> **PROBLEM TO SOLVE**
What is the number of lines in the following data that contain "stream"? Answer with the number alone.

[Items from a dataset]
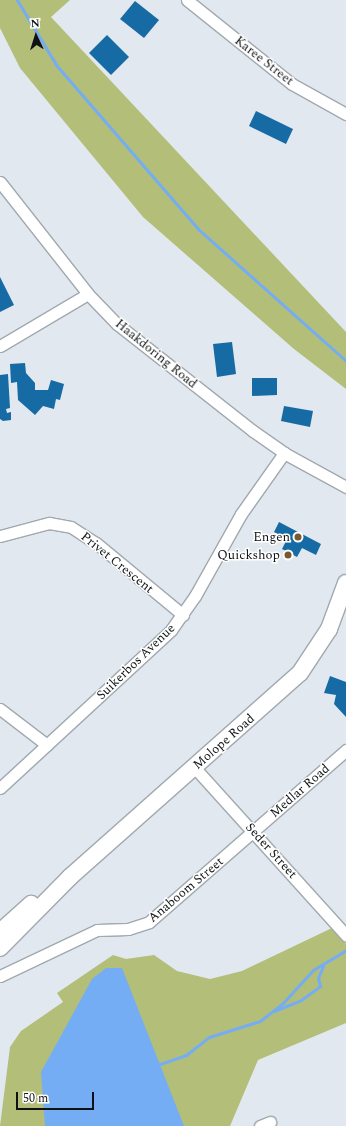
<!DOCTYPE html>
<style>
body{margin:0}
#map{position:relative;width:346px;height:1126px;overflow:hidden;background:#e1e8ef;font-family:Spectral,serif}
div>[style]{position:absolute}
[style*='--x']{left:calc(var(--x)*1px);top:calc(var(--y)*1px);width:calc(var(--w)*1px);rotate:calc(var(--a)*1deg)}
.green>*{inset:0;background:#b3be78}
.water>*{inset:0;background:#74adf3}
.stream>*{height:3px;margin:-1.5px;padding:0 1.5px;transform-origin:1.5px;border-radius:1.5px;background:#74adf3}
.building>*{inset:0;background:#176ba5}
.roads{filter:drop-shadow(1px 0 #a1a9af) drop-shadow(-1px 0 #a1a9af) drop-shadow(0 1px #a1a9af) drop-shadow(0 -1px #a1a9af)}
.street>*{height:11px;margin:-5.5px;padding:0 5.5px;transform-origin:5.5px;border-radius:5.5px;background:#fff}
.secondary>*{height:16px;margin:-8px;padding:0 8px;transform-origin:8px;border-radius:8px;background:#fff}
.dots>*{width:11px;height:11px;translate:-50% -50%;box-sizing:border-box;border:2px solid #fff;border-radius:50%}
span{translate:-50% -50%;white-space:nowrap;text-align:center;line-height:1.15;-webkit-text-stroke:3px #fff;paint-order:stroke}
.street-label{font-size:13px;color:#0f1214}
.poi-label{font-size:13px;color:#0f1214}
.right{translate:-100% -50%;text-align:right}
.north{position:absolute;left:16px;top:16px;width:40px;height:40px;-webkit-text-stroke:3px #fff;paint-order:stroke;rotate:356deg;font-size:11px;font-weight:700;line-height:16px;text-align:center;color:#0f1214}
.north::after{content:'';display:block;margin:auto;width:14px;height:18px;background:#0f1214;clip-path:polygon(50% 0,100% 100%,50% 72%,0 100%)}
.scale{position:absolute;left:16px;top:1092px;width:78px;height:18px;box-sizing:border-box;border:2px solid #0f1214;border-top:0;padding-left:5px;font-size:12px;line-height:14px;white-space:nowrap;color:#0f1214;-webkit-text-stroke:3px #fff;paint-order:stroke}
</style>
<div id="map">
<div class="green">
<div style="clip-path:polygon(0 0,70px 0,51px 17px,346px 332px,346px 389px,294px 349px,143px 217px,20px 68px,0 28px)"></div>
<div style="clip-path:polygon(332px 928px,346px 944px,346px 1023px,258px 1060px,230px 1126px,0 1126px,10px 1047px,21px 1031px,63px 1002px,57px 993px,113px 955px,126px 959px,154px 955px,177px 971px,210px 979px,242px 971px)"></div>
</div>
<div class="water">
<div style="clip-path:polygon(106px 968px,122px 968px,184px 1126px,45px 1126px,41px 1072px,92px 979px)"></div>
</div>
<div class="stream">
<div style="--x:17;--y:0;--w:77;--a:58.8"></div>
<div style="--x:57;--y:66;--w:216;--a:49.1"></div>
<div style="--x:198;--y:229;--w:198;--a:41.7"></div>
<div style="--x:274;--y:1011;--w:29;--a:-22"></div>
<div style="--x:301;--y:1000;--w:24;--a:-36"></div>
<div style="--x:320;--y:986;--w:8;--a:-104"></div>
<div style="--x:318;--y:978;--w:13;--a:-67"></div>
<div style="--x:160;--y:1064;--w:28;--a:-19"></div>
<div style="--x:186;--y:1055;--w:29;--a:-38"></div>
<div style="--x:209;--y:1037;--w:53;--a:-17.4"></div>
<div style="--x:260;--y:1021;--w:29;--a:-38"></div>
<div style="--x:283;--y:1003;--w:45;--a:-47.7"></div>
<div style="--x:313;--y:970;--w:39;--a:-31"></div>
</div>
<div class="building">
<div style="clip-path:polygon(135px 1px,159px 20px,144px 38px,120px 19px)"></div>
<div style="clip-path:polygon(107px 35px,129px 57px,111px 75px,89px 53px)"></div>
<div style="clip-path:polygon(256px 111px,293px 129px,286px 144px,249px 126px)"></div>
<div style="clip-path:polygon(0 277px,14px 305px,0 312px)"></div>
<div style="clip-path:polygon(232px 342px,236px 374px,217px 377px,213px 344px)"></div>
<div style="clip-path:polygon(25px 363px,26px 373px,35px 383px,35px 390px,48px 390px,51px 380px,64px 384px,60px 400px,56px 399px,54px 409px,43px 406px,35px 415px,18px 400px,17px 382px,11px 383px,10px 364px)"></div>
<div style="clip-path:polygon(8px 374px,10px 408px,6px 409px,7px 413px,11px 412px,11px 420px,3px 421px,0 419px,0 375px)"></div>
<div style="clip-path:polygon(252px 378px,277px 378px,277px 395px,252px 396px)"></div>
<div style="clip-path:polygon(284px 406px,313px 411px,310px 427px,281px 421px)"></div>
<div style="clip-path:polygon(279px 522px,321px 544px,316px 555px,302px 548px,297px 557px,282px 549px,287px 539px,274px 532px)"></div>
<div style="clip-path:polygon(330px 676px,346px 682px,346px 717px,334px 704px,336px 695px,324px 693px)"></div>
</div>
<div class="roads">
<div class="street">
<div style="--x:187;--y:0;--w:134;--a:38.7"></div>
<div style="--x:292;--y:84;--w:62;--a:29.1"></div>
<div style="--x:0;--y:182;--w:142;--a:51.8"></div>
<div style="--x:88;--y:294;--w:42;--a:46"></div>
<div style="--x:117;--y:324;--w:173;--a:38.2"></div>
<div style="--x:253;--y:431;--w:38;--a:35"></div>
<div style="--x:284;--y:453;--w:71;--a:28.7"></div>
<div style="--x:0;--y:346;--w:102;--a:-30.6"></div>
<div style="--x:0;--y:536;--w:51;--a:-14.9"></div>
<div style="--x:49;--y:523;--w:22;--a:10"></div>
<div style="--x:71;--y:527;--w:30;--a:33"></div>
<div style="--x:96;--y:543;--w:113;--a:39.6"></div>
<div style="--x:0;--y:709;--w:59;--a:37.5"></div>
<div style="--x:194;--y:767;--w:227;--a:47.9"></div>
<div style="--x:0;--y:788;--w:233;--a:-42.7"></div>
<div style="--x:171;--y:630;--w:42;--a:-54.8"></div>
<div style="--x:195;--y:596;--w:94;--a:-60.7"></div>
<div style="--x:241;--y:514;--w:75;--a:-54.8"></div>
<div style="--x:0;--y:976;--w:107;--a:-25.4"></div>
<div style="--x:97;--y:930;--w:31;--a:-2"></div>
<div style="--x:128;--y:929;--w:22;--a:-18"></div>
<div style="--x:149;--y:922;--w:262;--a:-41.1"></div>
<div style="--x:260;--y:1126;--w:11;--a:-22"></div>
</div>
<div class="secondary">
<div style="--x:0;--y:932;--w:42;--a:-42.1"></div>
<div style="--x:0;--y:948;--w:100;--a:-45.4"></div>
<div style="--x:70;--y:877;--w:307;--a:-41.6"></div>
<div style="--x:300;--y:673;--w:53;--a:-56.6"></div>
<div style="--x:329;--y:629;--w:49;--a:-69.7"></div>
</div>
</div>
<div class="dots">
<div style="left:298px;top:537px;background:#79582f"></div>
<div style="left:288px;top:555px;background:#79582f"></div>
</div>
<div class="street-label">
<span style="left:264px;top:61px;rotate:38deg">Karee Street</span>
<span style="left:156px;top:354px;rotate:39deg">Haakdoring Road</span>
<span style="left:117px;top:563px;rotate:39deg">Privet Crescent</span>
<span style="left:136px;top:662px;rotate:-44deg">Suikerbos Avenue</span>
<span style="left:224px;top:742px;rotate:-41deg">Molope Road</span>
<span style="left:300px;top:791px;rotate:-41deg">Medlar Road</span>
<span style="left:271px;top:851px;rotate:48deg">Seder Street</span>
<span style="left:186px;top:890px;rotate:-40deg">Anaboom Street</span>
</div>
<div class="poi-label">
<span class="right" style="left:290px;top:537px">Engen</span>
<span class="right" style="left:280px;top:555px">Quickshop</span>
</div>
<div class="north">N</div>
<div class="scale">50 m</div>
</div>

> **FINISHED EXERCISE**
2